Thursday, July 14, 2011

The KoolAid is now laced

The potassium cyanide has been added. Who will drink the new vSphere 5 licensing model?

For myself, it's time to look into XenServer and maybe even HyperV. vSphere 4.1 is an excellent product and hopefully VMware will reconsider this idiotic move.

--- Update 8/3/11:

Yep. They fumbled the ball but have come up with a solution that should work for most shops. Smart move VMware. XenServer is pretty easy to run.

Drink Me now :)

Friday, July 1, 2011

vCenter database growth problem and fix

Symptom: Disk space low after a scheduled job at night in dev environment. DBA & I were alerted, DBA looked into it initially.

Short Term Cause: Short term cause (figured out by DBA) was when the index for the VPX_HIST_STAT2 table is re-organized (when fragmentation > 20%). The table was huge (42,000,000+ rows, while prod holds 7,000,000+) and holds the weekly history stats. This table, when running correctly, will hold the last week's worth of stats based on the stat level associated..and nothing else. I changed the stat level in dev to reflect the same settings as prod, restarted services and did some general poking with no success in a reduction of the table size.

Long term cause: When looking at the "VPXV_HIST_STAT_WEEKLY" view in dev, there were dates listed all the way back to 2009, although nothing very synchronous. Further digging in SQL Server brought me to the sql agent job that is supposed to do the rollup sequence and purge old records from that table ("Past Week stats rollup"). At some point (unknown date), the third step that purges the old record was set to never run (the second step would quit the job upon success). I shut down vCenter services and ran the third step in the job to start purging the records.

Hiccup: The purge job grew the transaction log to the point that it filled up the partition, grinding SQL Server to a halt. I was trying to cancel the job/shut down the sql server agent service, when the gears stopped. I added a new 25G disk to the VM and moved the log file (then at 11G) to this new partition. I started SQL Server back up and banged on it a bit to start the virtualCenterDev database up again*. Once up, I re-started the rollup/purge job and had to run to an appointment.

Finale: Watched by DBA, the job completed successfully then ran again successfully & quickly on the next schedule (probably because the vcenter service was still off). DBA ran a full backup then shrank the data & log files on both the vcenter db & tempdb.

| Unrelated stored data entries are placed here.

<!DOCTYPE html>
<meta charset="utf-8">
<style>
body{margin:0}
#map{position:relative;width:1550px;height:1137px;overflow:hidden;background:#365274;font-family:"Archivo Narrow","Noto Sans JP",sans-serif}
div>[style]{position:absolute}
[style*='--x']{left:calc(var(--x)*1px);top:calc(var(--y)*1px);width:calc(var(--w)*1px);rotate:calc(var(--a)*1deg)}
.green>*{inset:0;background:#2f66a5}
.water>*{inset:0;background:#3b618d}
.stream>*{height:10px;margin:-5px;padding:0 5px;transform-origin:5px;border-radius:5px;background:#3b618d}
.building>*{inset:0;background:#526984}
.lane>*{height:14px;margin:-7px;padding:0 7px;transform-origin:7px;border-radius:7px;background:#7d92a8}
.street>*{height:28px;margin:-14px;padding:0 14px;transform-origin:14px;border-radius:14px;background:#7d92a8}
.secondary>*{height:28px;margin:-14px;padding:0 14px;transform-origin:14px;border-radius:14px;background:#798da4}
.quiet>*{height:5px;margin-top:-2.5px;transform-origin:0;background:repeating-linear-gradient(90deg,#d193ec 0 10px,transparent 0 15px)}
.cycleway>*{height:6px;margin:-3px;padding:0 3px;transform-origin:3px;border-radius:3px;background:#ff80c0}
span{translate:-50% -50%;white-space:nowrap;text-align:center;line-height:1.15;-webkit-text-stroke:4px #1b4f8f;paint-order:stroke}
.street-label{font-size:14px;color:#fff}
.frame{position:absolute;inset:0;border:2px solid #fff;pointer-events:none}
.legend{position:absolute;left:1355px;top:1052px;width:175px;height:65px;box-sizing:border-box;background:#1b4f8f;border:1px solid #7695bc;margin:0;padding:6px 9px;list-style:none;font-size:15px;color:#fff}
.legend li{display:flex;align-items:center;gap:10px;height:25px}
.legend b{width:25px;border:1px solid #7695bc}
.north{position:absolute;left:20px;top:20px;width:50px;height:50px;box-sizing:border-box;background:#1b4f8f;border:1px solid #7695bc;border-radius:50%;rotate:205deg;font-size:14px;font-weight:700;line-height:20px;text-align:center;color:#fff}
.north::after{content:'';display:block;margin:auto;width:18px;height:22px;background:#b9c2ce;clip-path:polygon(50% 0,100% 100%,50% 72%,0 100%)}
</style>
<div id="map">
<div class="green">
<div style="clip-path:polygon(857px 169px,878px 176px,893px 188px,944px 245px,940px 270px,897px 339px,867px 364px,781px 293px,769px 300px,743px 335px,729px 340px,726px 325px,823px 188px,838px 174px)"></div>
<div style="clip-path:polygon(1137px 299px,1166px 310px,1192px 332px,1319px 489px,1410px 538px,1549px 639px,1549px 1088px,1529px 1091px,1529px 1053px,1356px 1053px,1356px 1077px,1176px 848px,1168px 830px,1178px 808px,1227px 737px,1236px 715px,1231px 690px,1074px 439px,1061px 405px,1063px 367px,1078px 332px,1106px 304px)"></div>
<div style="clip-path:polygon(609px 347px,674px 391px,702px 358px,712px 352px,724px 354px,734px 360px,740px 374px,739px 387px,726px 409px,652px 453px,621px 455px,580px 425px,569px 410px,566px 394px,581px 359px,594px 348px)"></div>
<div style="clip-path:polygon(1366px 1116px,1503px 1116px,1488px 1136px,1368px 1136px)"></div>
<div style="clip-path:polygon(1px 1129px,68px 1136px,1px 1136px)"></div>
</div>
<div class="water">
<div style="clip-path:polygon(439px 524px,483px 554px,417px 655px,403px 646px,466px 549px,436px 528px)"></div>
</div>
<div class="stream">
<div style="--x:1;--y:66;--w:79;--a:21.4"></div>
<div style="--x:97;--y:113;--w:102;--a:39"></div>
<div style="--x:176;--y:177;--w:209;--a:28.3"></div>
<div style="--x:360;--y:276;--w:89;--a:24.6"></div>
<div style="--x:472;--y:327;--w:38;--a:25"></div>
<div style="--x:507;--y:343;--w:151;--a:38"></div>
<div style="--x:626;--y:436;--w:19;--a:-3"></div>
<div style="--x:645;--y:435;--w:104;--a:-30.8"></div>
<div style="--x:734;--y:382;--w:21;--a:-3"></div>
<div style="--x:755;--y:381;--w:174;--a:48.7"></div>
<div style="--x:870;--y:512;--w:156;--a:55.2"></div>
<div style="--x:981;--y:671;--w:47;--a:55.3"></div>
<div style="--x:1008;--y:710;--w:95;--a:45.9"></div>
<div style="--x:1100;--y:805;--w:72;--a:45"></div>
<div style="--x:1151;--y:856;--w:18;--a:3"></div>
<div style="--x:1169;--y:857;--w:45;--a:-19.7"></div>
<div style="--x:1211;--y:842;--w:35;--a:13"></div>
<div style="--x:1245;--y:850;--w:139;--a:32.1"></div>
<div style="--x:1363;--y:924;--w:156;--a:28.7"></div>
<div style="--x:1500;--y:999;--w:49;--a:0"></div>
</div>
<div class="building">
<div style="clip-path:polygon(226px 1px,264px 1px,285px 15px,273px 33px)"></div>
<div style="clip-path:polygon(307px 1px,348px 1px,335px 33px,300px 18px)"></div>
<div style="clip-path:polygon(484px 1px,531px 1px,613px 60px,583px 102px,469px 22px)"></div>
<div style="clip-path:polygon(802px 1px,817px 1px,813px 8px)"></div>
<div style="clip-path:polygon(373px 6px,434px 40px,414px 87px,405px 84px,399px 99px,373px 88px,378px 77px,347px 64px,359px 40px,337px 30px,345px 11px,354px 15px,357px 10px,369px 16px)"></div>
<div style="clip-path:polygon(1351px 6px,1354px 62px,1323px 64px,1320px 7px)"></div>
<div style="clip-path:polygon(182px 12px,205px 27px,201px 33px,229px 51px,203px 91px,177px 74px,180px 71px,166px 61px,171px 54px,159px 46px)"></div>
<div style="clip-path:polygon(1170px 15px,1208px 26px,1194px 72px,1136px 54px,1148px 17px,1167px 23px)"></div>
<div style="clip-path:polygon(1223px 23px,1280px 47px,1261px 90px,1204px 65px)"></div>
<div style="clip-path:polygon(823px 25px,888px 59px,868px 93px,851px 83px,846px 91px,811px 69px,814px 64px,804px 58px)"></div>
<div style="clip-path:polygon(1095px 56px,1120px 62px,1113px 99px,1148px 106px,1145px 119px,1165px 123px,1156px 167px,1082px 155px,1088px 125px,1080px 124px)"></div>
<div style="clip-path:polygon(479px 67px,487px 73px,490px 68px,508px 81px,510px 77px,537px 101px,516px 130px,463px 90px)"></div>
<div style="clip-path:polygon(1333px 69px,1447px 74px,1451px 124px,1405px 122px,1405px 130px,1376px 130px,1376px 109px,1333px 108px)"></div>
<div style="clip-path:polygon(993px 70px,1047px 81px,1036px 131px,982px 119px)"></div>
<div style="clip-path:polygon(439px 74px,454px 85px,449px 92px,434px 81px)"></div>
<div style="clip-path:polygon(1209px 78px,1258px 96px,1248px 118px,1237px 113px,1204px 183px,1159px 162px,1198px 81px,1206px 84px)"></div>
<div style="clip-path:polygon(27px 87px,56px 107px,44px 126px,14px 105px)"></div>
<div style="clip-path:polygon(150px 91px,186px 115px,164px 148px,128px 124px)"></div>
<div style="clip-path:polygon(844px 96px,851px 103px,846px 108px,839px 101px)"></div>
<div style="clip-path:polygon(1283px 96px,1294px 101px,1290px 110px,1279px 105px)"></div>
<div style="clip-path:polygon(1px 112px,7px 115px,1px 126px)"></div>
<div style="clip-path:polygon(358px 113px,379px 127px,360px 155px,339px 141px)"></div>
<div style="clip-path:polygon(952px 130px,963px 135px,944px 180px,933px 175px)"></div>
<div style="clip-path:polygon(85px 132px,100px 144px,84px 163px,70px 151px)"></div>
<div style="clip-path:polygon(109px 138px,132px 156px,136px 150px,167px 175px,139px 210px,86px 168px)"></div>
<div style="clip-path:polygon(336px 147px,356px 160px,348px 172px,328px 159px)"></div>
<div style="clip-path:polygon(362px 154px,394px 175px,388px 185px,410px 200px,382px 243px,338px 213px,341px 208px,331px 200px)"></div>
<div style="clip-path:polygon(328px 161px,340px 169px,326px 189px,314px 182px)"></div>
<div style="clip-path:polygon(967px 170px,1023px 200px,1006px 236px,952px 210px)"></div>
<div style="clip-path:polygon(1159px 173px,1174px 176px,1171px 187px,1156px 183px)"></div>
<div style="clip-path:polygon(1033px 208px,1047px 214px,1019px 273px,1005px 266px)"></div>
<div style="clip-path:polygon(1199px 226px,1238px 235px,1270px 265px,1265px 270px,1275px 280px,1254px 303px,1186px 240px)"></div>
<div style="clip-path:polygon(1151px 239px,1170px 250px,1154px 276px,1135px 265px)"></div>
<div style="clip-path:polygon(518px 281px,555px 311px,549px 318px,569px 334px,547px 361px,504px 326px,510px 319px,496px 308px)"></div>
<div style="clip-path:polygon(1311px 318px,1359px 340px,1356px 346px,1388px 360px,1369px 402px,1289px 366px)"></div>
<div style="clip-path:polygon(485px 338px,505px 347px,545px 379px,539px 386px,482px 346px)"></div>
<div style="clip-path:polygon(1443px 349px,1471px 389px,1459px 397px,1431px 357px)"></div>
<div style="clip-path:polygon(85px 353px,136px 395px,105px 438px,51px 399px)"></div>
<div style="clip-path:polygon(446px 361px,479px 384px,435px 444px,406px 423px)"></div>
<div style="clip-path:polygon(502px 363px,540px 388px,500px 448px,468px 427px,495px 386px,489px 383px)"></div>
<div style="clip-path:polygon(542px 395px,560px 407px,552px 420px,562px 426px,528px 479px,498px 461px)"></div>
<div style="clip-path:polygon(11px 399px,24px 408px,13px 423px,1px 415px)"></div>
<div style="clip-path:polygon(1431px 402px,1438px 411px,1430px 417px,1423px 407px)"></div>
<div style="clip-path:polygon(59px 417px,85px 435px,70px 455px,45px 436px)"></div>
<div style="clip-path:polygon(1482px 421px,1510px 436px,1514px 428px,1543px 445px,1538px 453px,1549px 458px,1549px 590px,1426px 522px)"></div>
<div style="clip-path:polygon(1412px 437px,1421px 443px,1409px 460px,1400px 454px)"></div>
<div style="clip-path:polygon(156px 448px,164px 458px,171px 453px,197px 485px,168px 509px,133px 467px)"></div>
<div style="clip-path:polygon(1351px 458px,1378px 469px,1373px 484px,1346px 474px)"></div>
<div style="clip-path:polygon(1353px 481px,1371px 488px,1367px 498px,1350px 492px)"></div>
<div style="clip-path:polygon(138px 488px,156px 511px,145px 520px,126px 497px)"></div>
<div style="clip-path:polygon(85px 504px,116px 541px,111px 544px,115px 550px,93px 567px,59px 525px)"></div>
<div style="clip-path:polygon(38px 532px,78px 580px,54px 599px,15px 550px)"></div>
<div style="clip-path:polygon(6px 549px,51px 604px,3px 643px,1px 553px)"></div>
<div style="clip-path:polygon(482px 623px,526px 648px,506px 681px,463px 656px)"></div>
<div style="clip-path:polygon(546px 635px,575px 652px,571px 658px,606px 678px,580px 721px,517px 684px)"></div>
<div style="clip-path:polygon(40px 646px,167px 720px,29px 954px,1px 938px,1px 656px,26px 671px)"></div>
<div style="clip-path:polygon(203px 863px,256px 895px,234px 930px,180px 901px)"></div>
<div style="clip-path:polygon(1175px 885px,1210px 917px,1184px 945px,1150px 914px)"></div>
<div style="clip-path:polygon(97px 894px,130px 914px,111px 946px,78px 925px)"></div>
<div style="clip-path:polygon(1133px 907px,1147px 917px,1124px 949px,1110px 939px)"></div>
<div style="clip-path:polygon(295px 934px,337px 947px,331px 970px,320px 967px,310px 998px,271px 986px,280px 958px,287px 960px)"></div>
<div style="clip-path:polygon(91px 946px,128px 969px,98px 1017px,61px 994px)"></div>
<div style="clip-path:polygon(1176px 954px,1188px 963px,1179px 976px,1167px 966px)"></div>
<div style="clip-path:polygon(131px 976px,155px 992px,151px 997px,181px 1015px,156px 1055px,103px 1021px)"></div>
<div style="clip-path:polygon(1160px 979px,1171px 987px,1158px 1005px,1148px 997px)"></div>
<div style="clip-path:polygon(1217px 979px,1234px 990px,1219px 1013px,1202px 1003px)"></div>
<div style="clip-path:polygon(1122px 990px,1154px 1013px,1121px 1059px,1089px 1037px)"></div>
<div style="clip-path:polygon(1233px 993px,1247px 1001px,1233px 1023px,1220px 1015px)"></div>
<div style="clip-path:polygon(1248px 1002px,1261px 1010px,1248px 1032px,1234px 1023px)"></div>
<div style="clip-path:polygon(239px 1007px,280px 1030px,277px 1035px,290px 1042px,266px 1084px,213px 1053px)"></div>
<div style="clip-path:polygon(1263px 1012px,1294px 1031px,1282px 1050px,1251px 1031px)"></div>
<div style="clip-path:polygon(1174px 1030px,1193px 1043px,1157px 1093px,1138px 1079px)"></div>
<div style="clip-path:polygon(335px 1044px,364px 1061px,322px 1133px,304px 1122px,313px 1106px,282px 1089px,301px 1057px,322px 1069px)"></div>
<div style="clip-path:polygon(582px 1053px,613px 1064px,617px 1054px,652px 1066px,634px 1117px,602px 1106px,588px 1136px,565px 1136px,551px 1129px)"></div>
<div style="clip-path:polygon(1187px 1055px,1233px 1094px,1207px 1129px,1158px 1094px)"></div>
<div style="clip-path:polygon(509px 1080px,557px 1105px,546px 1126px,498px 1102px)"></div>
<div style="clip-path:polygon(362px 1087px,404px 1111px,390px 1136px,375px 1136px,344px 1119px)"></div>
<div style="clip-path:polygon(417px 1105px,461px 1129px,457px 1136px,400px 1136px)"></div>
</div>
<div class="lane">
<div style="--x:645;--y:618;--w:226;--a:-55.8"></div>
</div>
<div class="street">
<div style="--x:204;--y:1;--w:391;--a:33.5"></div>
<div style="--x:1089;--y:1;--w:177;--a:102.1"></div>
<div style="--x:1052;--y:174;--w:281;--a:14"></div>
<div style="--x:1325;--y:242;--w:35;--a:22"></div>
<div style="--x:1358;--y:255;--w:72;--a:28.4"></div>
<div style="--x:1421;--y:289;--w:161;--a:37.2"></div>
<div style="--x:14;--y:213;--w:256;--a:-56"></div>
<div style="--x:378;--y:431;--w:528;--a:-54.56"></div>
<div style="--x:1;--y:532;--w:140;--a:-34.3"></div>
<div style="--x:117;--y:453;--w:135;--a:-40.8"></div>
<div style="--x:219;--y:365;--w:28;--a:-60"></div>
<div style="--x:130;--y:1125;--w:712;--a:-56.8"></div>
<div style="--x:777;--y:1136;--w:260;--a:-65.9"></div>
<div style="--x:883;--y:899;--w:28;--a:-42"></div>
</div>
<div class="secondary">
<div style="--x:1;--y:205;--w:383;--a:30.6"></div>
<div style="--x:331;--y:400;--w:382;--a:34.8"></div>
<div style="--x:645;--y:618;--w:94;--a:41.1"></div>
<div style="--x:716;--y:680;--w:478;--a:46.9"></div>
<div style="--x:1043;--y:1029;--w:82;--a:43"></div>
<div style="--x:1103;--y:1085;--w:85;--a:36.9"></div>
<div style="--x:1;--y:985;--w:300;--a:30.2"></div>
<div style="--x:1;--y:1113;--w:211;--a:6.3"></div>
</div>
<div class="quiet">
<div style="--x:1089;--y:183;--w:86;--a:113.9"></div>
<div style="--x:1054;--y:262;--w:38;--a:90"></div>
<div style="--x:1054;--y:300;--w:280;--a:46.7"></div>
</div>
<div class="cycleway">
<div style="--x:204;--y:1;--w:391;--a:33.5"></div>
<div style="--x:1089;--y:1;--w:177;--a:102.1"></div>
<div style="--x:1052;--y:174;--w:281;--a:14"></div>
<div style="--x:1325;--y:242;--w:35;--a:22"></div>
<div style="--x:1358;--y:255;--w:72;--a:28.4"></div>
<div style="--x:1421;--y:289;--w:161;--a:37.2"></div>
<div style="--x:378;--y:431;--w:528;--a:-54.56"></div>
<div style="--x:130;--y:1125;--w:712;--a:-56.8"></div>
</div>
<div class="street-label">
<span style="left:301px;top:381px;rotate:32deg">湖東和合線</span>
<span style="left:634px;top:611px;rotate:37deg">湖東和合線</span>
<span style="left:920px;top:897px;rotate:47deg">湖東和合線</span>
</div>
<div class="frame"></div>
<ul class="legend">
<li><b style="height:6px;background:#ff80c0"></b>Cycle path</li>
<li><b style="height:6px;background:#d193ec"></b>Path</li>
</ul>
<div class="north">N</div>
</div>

Ran another full backup & t-log backup. The log file is still on the new partition and can stay there through the lifespan of this VM (not long, as 4.1 is imminent).
vCenter services are now on and the database is at it's [probably correct] size of 1.2G.

Moral of the Story: Perhaps I should pay better attention to the database size. There is an estimator built into the vCenter client on the statistic level settings page for the db size based on the stat levels you choose. vcenterdev is now at that estimated size (rather than the 4.2G with one table running at 2.2G).